From the beginning of phase 1 of the program (1-4-2000), primary angioplasty was indicated for 201 patients who were hospitalized in the hospital where the hemodynamics laboratory is located, which represents 92% of the patients who were hospitalized in this center with AMI and an indication for reperfusion treatment. The reasons why primary angioplasty was not performed in the remaining 16 patients were: a) occupation of the hemodynamics team with another AMI, 2 patients (1%); b) refusal of the patient to undergo catheterization, 1 patient (0.5%); c) very poor baseline situation of the patient before AMI, 8 patients (4%); d) unfavorable coronary anatomy, 2 patients (1%), and e) criterion of responsible physician, 3 patients (1.5%). Six of these 16 patients (3%) underwent thrombolysis.
From the beginning of phase 2 (1-6-2000), primary angioplasty has been indicated in 84 patients, who represent 85% of the patients hospitalized in the Hospital Morales Meseguer of the city of Murcia with meet AMI criteria and have an indication for reperfusion treatment.
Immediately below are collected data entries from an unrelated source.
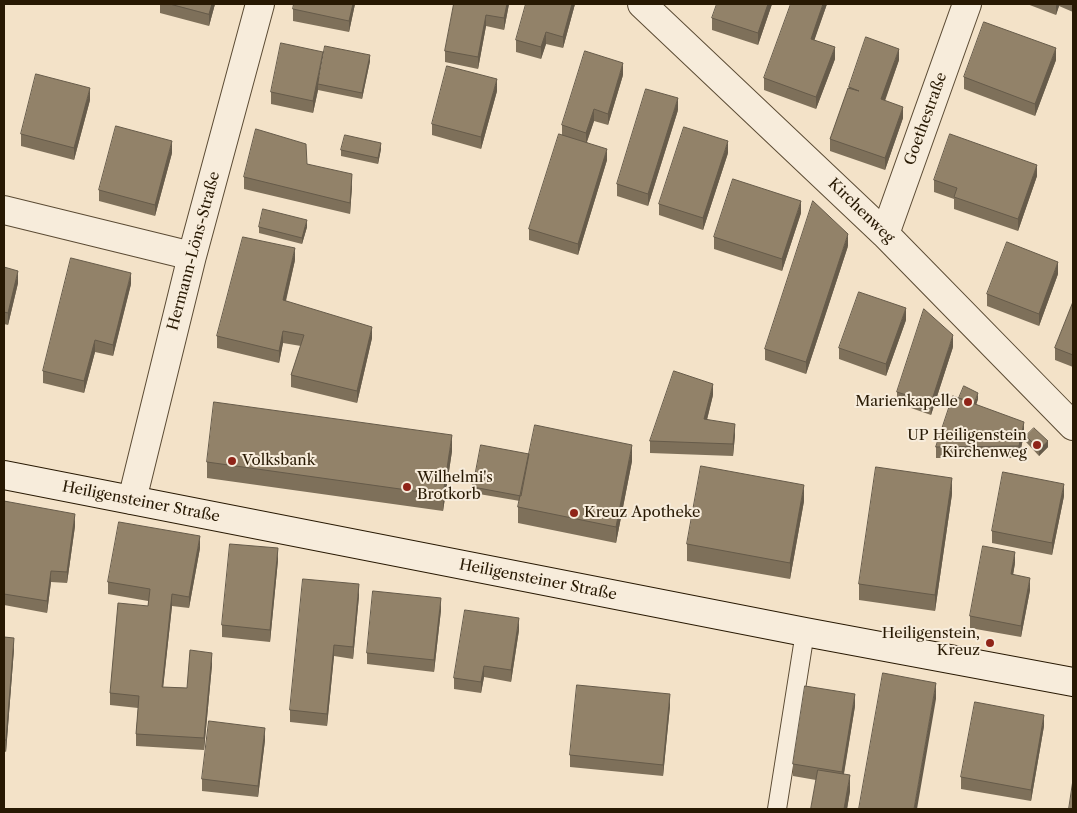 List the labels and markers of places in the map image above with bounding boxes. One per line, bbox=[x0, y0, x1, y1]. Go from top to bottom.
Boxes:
place label: Marienkapelle bbox=[855, 393, 958, 411]
marker: Marienkapelle bbox=[962, 396, 974, 408]
place label: UP Heiligenstein Kirchenweg bbox=[907, 427, 1027, 462]
marker: UP Heiligenstein Kirchenweg bbox=[1031, 439, 1043, 451]
place label: Volksbank bbox=[242, 452, 315, 470]
marker: Volksbank bbox=[226, 455, 238, 467]
place label: Wilhelmi's Brotkorb bbox=[417, 469, 493, 504]
marker: Wilhelmi's Brotkorb bbox=[401, 481, 413, 493]
place label: Kreuz Apotheke bbox=[584, 504, 700, 522]
marker: Kreuz Apotheke bbox=[568, 507, 580, 519]
place label: Heiligenstein, Kreuz bbox=[882, 625, 980, 660]
marker: Heiligenstein, Kreuz bbox=[984, 637, 996, 649] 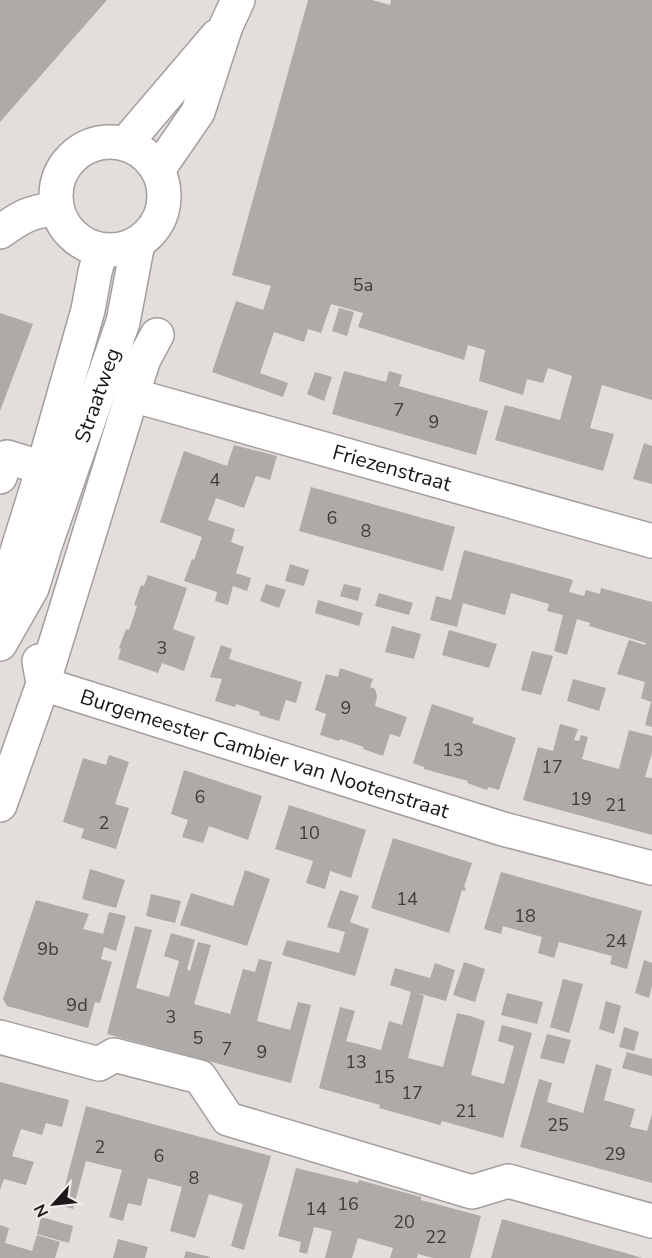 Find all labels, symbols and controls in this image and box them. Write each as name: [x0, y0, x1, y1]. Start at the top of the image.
house number: 5a: [353, 273, 373, 297]
street label: Straatweg: [68, 344, 127, 446]
house number: 7: [394, 398, 404, 422]
house number: 9: [429, 410, 439, 434]
street label: Friezenstraat: [329, 438, 455, 498]
house number: 4: [210, 468, 221, 492]
house number: 6: [327, 506, 337, 530]
house number: 8: [361, 519, 371, 543]
house number: 3: [157, 636, 167, 660]
street label: Burgemeester Cambier van Nootenstraat: [77, 683, 453, 825]
house number: 9: [341, 696, 351, 720]
house number: 13: [442, 738, 464, 762]
house number: 17: [541, 755, 563, 779]
house number: 6: [195, 785, 205, 809]
house number: 19: [570, 787, 592, 811]
house number: 21: [605, 793, 627, 817]
house number: 2: [99, 811, 109, 835]
house number: 10: [298, 821, 320, 845]
house number: 14: [396, 887, 418, 911]
house number: 18: [514, 904, 536, 928]
house number: 24: [605, 929, 627, 953]
house number: 9b: [37, 937, 59, 961]
house number: 9d: [66, 993, 88, 1017]
house number: 3: [166, 1005, 176, 1029]
house number: 5: [193, 1026, 203, 1050]
house number: 7: [222, 1037, 232, 1061]
house number: 9: [257, 1040, 267, 1064]
house number: 13: [345, 1050, 367, 1074]
house number: 15: [373, 1065, 395, 1089]
house number: 17: [401, 1081, 423, 1105]
house number: 21: [455, 1099, 477, 1123]
house number: 25: [547, 1113, 569, 1137]
house number: 2: [95, 1135, 105, 1159]
house number: 29: [604, 1142, 626, 1166]
house number: 6: [154, 1144, 164, 1168]
house number: 8: [189, 1166, 199, 1190]
north arrow: [24, 1174, 84, 1234]
house number: 16: [337, 1192, 359, 1216]
house number: 14: [305, 1197, 327, 1221]
text: N: [29, 1200, 54, 1221]
house number: 20: [393, 1210, 415, 1234]
house number: 22: [425, 1225, 447, 1249]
The causes for not indicating primary angioplasty in the 10 remaining patients were: a) unavailability of a mobile ICU for transfer in 2 cases (2%); b) occupation of the hemodynamics team with another case of AMI in 2 cases (2%), and c) criterion of the responsible physician in the 6 remaining cases (6%).
Phases 3 and 4 are in their initial stage, so that, currently, the indication for primary angioplasty in the other centers in the region depends on the criterion of the attending physician guided by the characteristics of presentation of the AMI, presence of contraindications for thrombolysis, and availability of a mobile ICU to transfer the patients in a reasonable time. In Figure 2 is shown the origin of the patients for primary and rescue angioplasty. On six occasions, the 061 emergency service directly contacted the hemodynamics laboratory and transferred the patient without previous admission to the reference hospital. The delay in carrying out the examination from the onset of symptoms and from the moment the indication is established is shown in Table 2. Patients from all the hospitals outside the capital had a median delay of more than one hour from the moment the indication for primary angioplasty was established to its performance, and in most cases more than 90 min. On the contrary, the times for the hospitals in the city of Murcia were similar to those recorded in the reference hospital.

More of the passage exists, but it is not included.